Instantiating The Model


In [35]:
model = CharModel(
    all_chars=all_characters,
    num_hidden=512,
    num_layers=3,
    drop_prob=0.5,
    use_gpu=True,
)

Total Parameters in Model

In [36]:
total_param  = []
for p in model.parameters():
    total_param.append(int(p.numel()))

 **A good model have similar number of parameters as of the total characters in text**

In [37]:
sum(total_param)

5470292

In [38]:
len(encoded_text)

5445609

setting optimizer and criterion for loss

In [39]:
optimizer = torch.optim.Adam(model.parameters(),lr=0.001)
criterion = nn.CrossEntropyLoss()

In [40]:
#training and val split
train_percent = 0.1

In [41]:
int(len(encoded_text) * (train_percent))

544560

In [42]:
train_ind = int(len(encoded_text) * (train_percent))

In [43]:
train_data = encoded_text[:train_ind]
val_data = encoded_text[train_ind:]

Training LSTM Model 

In [44]:
## VARIABLES

# Epochs to train for
epochs = 50
# batch size 
batch_size = 128

# Length of sequence
seq_len = 100

# for printing report purposes
# always start at 0
tracker = 0

# number of characters in text
num_char = max(encoded_text)+1

In [45]:
# Set model to train
model.train()


# Check to see if using GPU
if model.use_gpu:
    model.cuda()

for i in range(epochs):
    
    hidden = model.hidden_state(batch_size)
    
    
    for x,y in generate_batches(train_data,batch_size,seq_len):
        
        tracker += 1
        
        # One Hot Encode incoming data
        x = one_hot_encoder(x,num_char)
        
        # Convert Numpy Arrays to Tensor
        
        inputs = torch.from_numpy(x)
        targets = torch.from_numpy(y)
        
        # Adjust for GPU if necessary
        
        if model.use_gpu:
            
            inputs = inputs.cuda()
            targets = targets.cuda()
            
        # Reset Hidden State
        # If we dont' reset we would backpropagate through all training history
        hidden = tuple([state.data for state in hidden])
        
        model.zero_grad()
        
        lstm_output, hidden = model.forward(inputs,hidden)
        loss = criterion(lstm_output,targets.view(batch_size*seq_len).long())
        
        loss.backward()
        
        # POSSIBLE EXPLODING GRADIENT PROBLEM!
        # LET"S CLIP JUST IN CASE
        nn.utils.clip_grad_norm_(model.parameters(),max_norm=5)
        
        optimizer.step()
        
        
        
        ###################################
        ### CHECK ON VALIDATION SET ######
        #################################
        
        if tracker % 25 == 0:
            
            val_hidden = model.hidden_state(batch_size)
            val_losses = []
            model.eval()
            
            for x,y in generate_batches(val_data,batch_size,seq_len):
                
                # One Hot Encode incoming data
                x = one_hot_encoder(x,num_char)
                

                # Convert Numpy Arrays to Tensor

                inputs = torch.from_numpy(x)
                targets = torch.from_numpy(y)

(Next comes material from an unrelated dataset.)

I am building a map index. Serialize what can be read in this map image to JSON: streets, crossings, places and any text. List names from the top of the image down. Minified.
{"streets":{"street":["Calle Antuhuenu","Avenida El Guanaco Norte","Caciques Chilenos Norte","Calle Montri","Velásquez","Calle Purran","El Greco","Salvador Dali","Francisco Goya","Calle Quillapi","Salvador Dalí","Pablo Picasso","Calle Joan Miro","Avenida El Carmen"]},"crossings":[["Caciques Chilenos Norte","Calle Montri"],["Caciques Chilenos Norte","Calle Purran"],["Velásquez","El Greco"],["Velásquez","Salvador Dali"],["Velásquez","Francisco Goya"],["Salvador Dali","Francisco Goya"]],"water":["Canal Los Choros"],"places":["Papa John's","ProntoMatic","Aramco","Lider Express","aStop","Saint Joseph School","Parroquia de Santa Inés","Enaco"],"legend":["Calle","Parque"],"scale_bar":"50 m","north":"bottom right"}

                # Adjust for GPU if necessary

                if model.use_gpu:

                    inputs = inputs.cuda()
                    targets = targets.cuda()
                    
                # Reset Hidden State
                # If we dont' reset we would backpropagate through 
                # all training history
                val_hidden = tuple([state.data for state in val_hidden])
                
                lstm_output, val_hidden = model.forward(inputs,val_hidden)
                val_loss = criterion(lstm_output,targets.view(batch_size*seq_len).long())
        
                val_losses.append(val_loss.item())
            
            # Reset to training model after val for loop
            model.train()
            
            print(f"Epoch: {i} Step: {tracker} Val Loss: {val_loss.item()}")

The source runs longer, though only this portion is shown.